Starting your first bank account can be a daunting task, but it doesn’t have to be. A good amount of planning and research can make the job a lot easier. The following tips are here to prepare you on the first step of your journey. Welcome to the wonderful and extremely complicated world of bank accounts.
1. Determine how much money you wish to put in the account.
Some banks require a minimum starting balance, commonly in the two figure range. Bring a check or cash with you when you start your account. There may also be monthly service charges for certain accounts, depending on the tier. Student and online banking accounts tend to not have these charges. It’s also a good idea to set up a schedule for adding to your bank account. Money does very little good sitting in your pocket, and you might as well earn some interest on it if you can.
2. Beware of the fees.
In today’s economy, a lot of banks are choosing to implement more and more fees and penalties for things people used to receive for free. Take some time to read the fine print. Will you be charged for going into the bank and talking to a real person? Does the savings account have a monthly fee? Will the company reimburse you for ATM transactions, or are you expected to cover those by yourself? Ask plenty of questions before starting an account.

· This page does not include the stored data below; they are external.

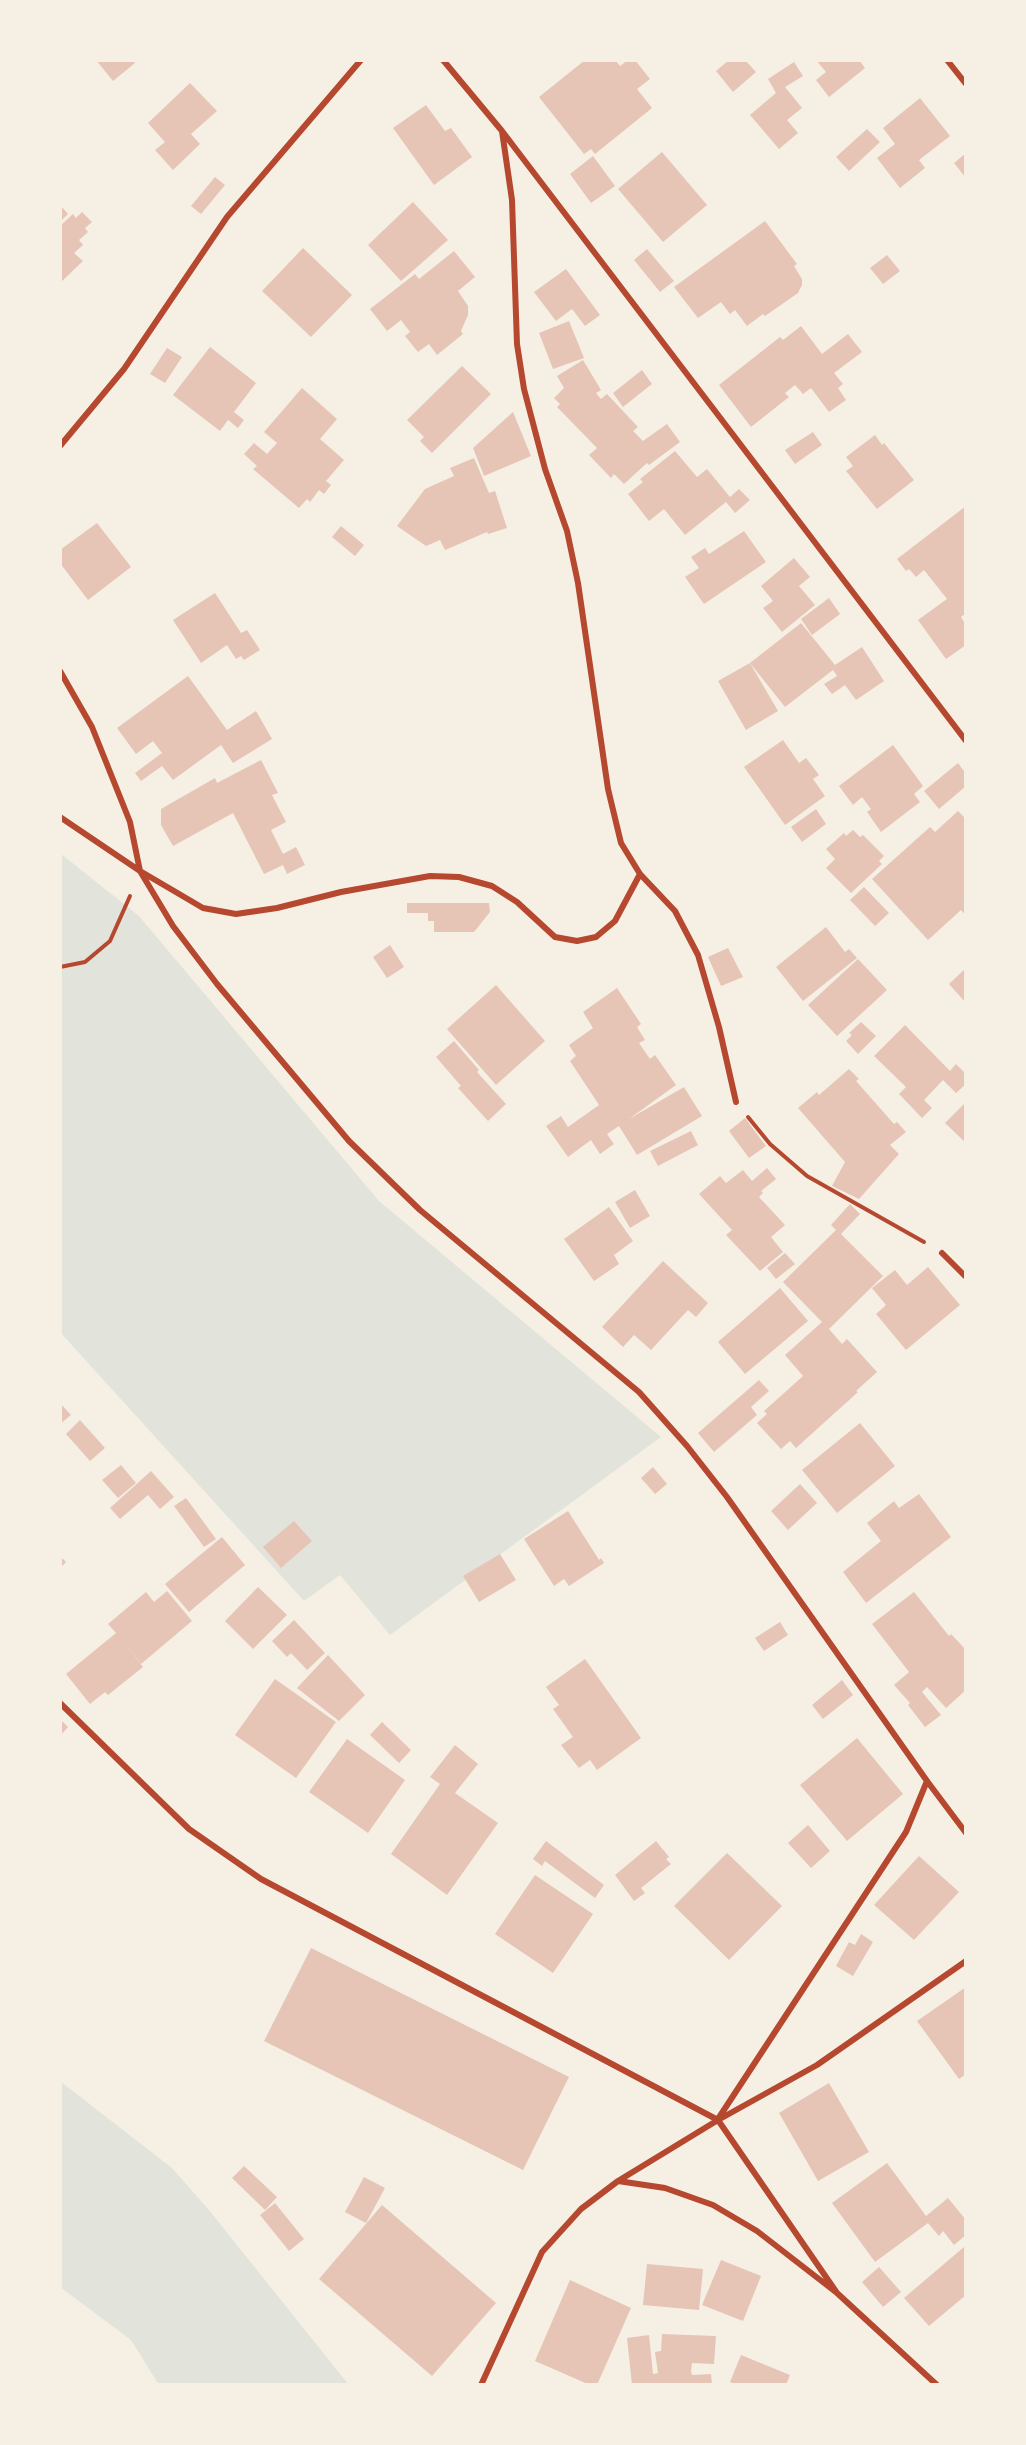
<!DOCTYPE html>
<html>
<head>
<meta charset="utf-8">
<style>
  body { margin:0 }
  #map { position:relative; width:1026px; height:2445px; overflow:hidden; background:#f6efe4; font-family:Commissioner,sans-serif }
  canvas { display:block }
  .frame { position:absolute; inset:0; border:62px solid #f6efe4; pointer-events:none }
</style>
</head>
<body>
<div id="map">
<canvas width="1026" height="2445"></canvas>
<div class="frame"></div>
</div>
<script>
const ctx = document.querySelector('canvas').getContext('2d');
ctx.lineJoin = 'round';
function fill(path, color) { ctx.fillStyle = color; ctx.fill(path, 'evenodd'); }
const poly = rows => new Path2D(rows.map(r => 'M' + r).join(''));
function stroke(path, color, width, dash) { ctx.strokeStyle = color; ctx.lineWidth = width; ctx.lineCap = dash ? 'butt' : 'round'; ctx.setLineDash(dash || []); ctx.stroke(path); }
fill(poly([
  [60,853,139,916,379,1201,661,1437,390,1635,340,1575,304,1601,60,1332],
  [60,2081,172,2168,209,2210,349,2385,159,2385,131,2340,60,2287]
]), '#e2e4dc');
fill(poly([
  [96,60,133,60,135,63,113,81],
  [585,60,615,60,620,66,628,60,635,60,650,79,637,89,652,108,595,154,591,149,584,154,539,97],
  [729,60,745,60,756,72,733,92,716,71],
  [816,60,859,60,865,68,829,97,816,80,826,72],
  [794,62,803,76,785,87,802,108,787,120,798,133,779,149,750,115,776,93,768,79],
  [190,83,217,111,191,134,200,144,173,170,155,150,165,142,148,123],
  [920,98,950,136,919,160,925,168,900,188,877,158,895,144,883,128],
  [426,105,445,131,451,128,472,157,434,185,393,128],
  [867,129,880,142,849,171,836,157],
  [662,152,707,205,663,242,618,189],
  [966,153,966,178,954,163],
  [593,156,615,186,591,203,570,174],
  [215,177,225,185,201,214,191,206],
  [413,202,448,240,401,281,368,245],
  [60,205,68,214,60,222],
  [82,212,92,222,85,228,88,232,79,240,83,245,74,253,83,261,60,283,60,226,73,214,76,218],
  [765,221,797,264,794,266,802,279,802,285,798,293,765,316,763,314,747,326,735,310,730,314,721,302,698,318,674,287],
  [303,248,352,295,311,337,262,291],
  [647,249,674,281,660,292,634,260],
  [454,251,475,277,458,291,468,306,468,315,461,331,463,334,437,355,429,344,418,352,405,336,410,332,401,320,387,331,370,309,415,274,419,279],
  [887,255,900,271,883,284,870,268],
  [566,269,600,315,585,326,572,309,556,321,534,292],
  [569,321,584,358,553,369,539,333],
  [801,326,822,354,848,334,862,352,834,373,843,384,838,388,846,400,829,412,811,388,803,394,795,385,785,393,789,397,751,427,719,385,780,337,783,340],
  [210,347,256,383,234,412,244,420,238,428,228,420,220,431,173,395],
  [167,348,182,357,165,383,150,374],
  [583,360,601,390,596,393,601,399,607,394,638,427,633,431,643,441,667,424,680,442,649,465,647,463,624,484,614,474,611,478,589,455,597,448,557,407,560,404,554,398,564,388,557,376],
  [462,366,491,394,432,453,420,441,424,437,407,420],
  [642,370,652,384,623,407,613,393],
  [302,388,337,419,320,439,344,460,326,481,331,485,324,494,319,490,310,502,307,499,299,508,253,469,257,466,244,454,254,443,267,454,277,443,264,432],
  [513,412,531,456,484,476,473,448],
  [813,432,822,445,795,464,785,450],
  [875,435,882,445,884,443,914,480,877,509,846,471,853,466,846,457],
  [675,451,697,477,707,469,730,497,739,489,750,500,735,513,726,502,685,535,664,509,649,521,628,494,643,482,640,479],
  [474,458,489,493,495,491,507,528,488,534,487,532,445,550,440,540,426,546,397,526,425,489,454,476,450,468],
  [966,506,966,613,961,617,966,625,966,645,946,659,918,620,947,599,924,570,916,577,909,569,906,571,897,559],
  [97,523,131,567,88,600,60,563,60,550],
  [341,526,364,545,355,556,332,537],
  [744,531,766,562,704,604,685,577,699,568,691,557,705,548,709,554],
  [794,558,810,577,799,586,815,605,782,632,763,608,773,601,761,586],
  [215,593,241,633,247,630,260,650,244,660,241,656,236,659,227,645,201,663,173,620],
  [829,598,840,614,812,635,801,619],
  [801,623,835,665,862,647,884,681,856,700,845,685,832,694,824,684,837,676,833,670,785,707,750,663,778,711,746,730,718,681,750,663],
  [188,676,227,730,256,711,272,739,233,763,221,745,173,780,162,766,141,781,135,773,162,753,153,741,136,754,117,728],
  [783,740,799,763,806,758,819,775,813,779,825,796,785,825,744,767],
  [893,745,923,786,914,794,920,802,881,832,867,812,871,809,862,797,853,805,839,786],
  [261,760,278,793,272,795,286,822,271,830,283,854,296,847,305,865,287,874,283,865,264,874,233,813,173,846,161,825,161,809,215,778,217,783],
  [958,763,966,774,966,786,939,809,924,791],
  [816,809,826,824,802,842,791,827],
  [958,811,964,817,966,815,966,916,961,910,928,940,872,879,930,827,935,832],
  [853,830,860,837,863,835,884,856,879,861,882,864,851,893,826,868,835,859,826,849,844,833,846,836],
  [864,887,889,913,875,926,850,900],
  [407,903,489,903,490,912,474,932,434,932,434,921,428,921,428,913,407,913],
  [826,927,845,952,849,949,857,958,803,1001,776,967],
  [390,945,404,967,387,978,373,957],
  [728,948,743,977,721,986,708,957],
  [858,959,887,990,837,1036,808,1005],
  [966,968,966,1003,949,984],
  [496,985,545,1041,496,1085,447,1029],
  [617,988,641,1024,637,1027,645,1040,639,1043,650,1059,655,1055,676,1085,629,1119,684,1087,702,1116,637,1155,619,1126,607,1134,614,1144,600,1154,591,1140,568,1157,546,1126,561,1116,568,1127,599,1105,570,1061,576,1056,569,1045,593,1028,583,1012],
  [861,1022,876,1036,858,1054,846,1041,852,1035,849,1033],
  [905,1025,950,1071,956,1064,966,1074,966,1084,956,1093,943,1080,924,1100,932,1108,922,1118,899,1094,906,1087,874,1056],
  [454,1041,479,1070,477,1072,506,1104,488,1121,458,1088,461,1086,436,1057],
  [849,1069,859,1079,856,1081,894,1124,897,1122,906,1132,890,1145,899,1154,859,1199,832,1186,845,1162,798,1108,817,1092,819,1095],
  [966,1102,966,1143,945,1123],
  [745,1118,766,1146,749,1158,729,1131],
  [691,1131,698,1145,658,1166,650,1151],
  [767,1168,776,1179,761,1191,763,1193,759,1197,785,1225,771,1237,783,1252,760,1271,726,1235,732,1230,699,1194,720,1176,726,1183,743,1170,752,1181],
  [635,1190,650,1216,630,1228,615,1202],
  [850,1204,860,1214,841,1234,883,1276,829,1329,842,1344,847,1339,877,1372,856,1391,858,1392,796,1448,790,1441,781,1449,757,1423,767,1414,764,1411,803,1376,785,1355,822,1322,783,1282,836,1230,831,1225],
  [609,1207,633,1241,614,1255,619,1264,594,1281,564,1239],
  [785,1253,795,1264,776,1279,767,1268],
  [663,1261,708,1303,696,1317,688,1310,651,1350,634,1335,623,1347,602,1327],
  [928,1267,960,1305,906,1350,876,1314,886,1305,872,1288,895,1270,907,1285],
  [780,1288,808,1321,745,1374,718,1342],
  [759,1380,769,1391,751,1407,757,1415,714,1452,698,1433],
  [60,1403,71,1415,60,1424],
  [80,1420,105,1448,90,1461,66,1434],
  [860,1423,895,1466,837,1513,802,1470],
  [121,1465,136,1483,118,1498,102,1480],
  [653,1467,667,1484,655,1494,641,1478],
  [151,1471,174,1497,160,1509,148,1495,120,1519,110,1508],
  [800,1484,817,1503,788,1530,771,1511],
  [919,1494,951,1537,866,1603,843,1572,881,1541,867,1523,894,1501,899,1508],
  [186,1498,216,1539,204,1547,174,1506],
  [568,1511,599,1560,601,1558,604,1563,569,1586,564,1579,554,1586,524,1539],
  [294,1521,312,1541,281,1568,263,1547],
  [222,1537,245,1565,189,1612,165,1584],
  [500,1554,516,1580,479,1602,463,1576],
  [60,1556,66,1562,60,1568],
  [258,1587,287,1615,253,1649,225,1621],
  [167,1591,192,1621,141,1664,121,1639,143,1667,108,1695,105,1692,90,1704,66,1674,116,1633,108,1624,146,1592,154,1602],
  [914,1592,949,1636,951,1634,966,1650,966,1690,946,1708,927,1687,922,1692,941,1715,925,1727,908,1705,910,1703,894,1685,909,1672,872,1624],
  [294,1620,325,1653,307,1670,291,1653,287,1657,272,1641],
  [780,1622,788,1635,764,1651,755,1638],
  [328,1655,365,1695,339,1721,297,1688],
  [585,1659,641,1738,597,1770,590,1760,579,1768,561,1745,573,1737,553,1709,559,1705,546,1687],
  [275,1679,336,1722,296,1778,235,1735],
  [842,1680,853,1695,823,1719,812,1705],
  [60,1719,68,1727,60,1736],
  [382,1722,411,1750,399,1763,370,1735],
  [857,1738,903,1794,847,1841,800,1785],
  [347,1739,405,1780,368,1833,309,1792],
  [455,1745,478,1764,455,1793,498,1823,447,1895,391,1854,440,1784,430,1777],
  [808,1825,830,1851,811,1868,788,1843],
  [546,1841,604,1885,595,1898,545,1861,542,1866,533,1859],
  [656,1841,669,1857,666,1859,671,1864,641,1888,645,1893,634,1901,615,1875],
  [727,1853,782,1906,729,1960,674,1906],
  [919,1856,959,1892,914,1940,874,1905],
  [535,1875,593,1914,553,1973,495,1934],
  [861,1934,873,1942,853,1976,836,1966,849,1942,855,1945],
  [311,1948,569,2077,523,2170,264,2041],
  [966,1987,966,2074,959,2079,917,2021],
  [829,2083,869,2152,818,2181,779,2113],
  [887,2163,926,2216,948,2198,966,2220,966,2235,954,2245,943,2231,939,2236,928,2223,875,2262,832,2203],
  [244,2166,277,2197,265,2210,232,2178],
  [364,2177,385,2188,366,2223,345,2212],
  [275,2203,304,2239,289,2251,260,2215],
  [382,2205,496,2303,432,2376,319,2279],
  [964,2247,966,2250,966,2295,929,2326,904,2298],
  [721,2260,761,2276,743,2321,702,2305],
  [647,2264,703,2269,699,2310,643,2305],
  [879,2267,901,2292,883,2307,862,2282],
  [570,2280,631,2308,597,2385,590,2385,535,2361],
  [662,2334,716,2336,714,2364,692,2363,691,2371,692,2375,711,2374,712,2385,632,2385,627,2338,649,2335,653,2374,658,2373,655,2352,661,2351],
  [741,2355,790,2375,786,2385,737,2385,730,2382]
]), '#e6c5b7');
stroke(poly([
  [60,967,85,962,110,941,130,896],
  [748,1117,770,1144,807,1176,924,1242]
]), '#b5482f', 4);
stroke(poly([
  [443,60,502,131,966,741],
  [947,60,966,84],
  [502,131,512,200,517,344,524,389,545,469,567,531,578,583,608,789,621,843,640,874,675,911,698,955,719,1027,736,1102],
  [60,446,124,369,227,217,361,60],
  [60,671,92,727,130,822,140,871,203,908,236,914,277,908,341,892,430,876,459,877,492,886,517,902,555,937,577,941,596,937,615,921,640,874],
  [60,817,140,871,173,926,217,984,349,1141,420,1210,639,1392,687,1446,727,1497,927,1781,966,1833],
  [942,1253,966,1277],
  [60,1703,189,1829,261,1879,718,2120,837,2293],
  [718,2119,906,1832,927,1781],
  [618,2181,665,2188,713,2205,757,2231,837,2293,937,2385],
  [481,2385,542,2252,581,2209,618,2181,718,2120,817,2065,966,1961]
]), '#b5482f', 6);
</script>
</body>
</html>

3. Look past the free stuff.
Many banks will try to lure you in with promotions like “Spend $1000 in your first month and get $50 free!” This can be very unimportant in the grand scheme of things. Take into consideration the bank’s conditions, limitations, and general practices. Once the promotions are over, the cool bank that tossed you a few extra bucks might not be all that great.
4. Map out the nearest ATMs and branches.
This is one that’s easy to forget. If you don’t have easy access to a convenient ATM, especially one owned by the bank itself, it may not be worth your time. ATM access can vary wildly from location to location, so it’s best to do the research beforehand. Make sure you have at least one within your city, and also consider the places you tend to frequent (vacations, traveling sports destinations, etc.) Carrying cash these days is not as big of a deal anymore, but it’s good to have the option available.
5. Consider going “online-only.”
Many banks today, such as Ally and ING Direct, offer online-only banking services. If you have direct deposit for your job and you’re pretty tech savvy, these accounts tend to come with almost no fees and can be a great way to keep as much of your money as possible. They also usually cover any ATM fees you may encounter. The caveat, of course, is the fact that they are online-only. In other words, don’t expect to have a branch to go into if you encounter a problem.
6. Get used to the idea of money sitting still.
When you were a child, you probably spent money any time you received it. It might not seem like it, but money is actually more fun when you take the time to save it up. To do so, you have to learn to keep it in the bank. It isn’t burning a hole in your pocket; it’s actually biding its time for an emergency down the line, or a time when you really need it for something.
7. Don’t be afraid to walk away at any time.
You aren’t committing to a lifelong relationship with your bank of choice. If your circumstances change over time, whether you move to a new city or begin to share your income with another person, you may want to reconsider your options. Although banks do reward loyalty, there is no need to stick to one if it’s just not working. This is also true if you’ve just started banking with a company and they aren’t living up to your expectations.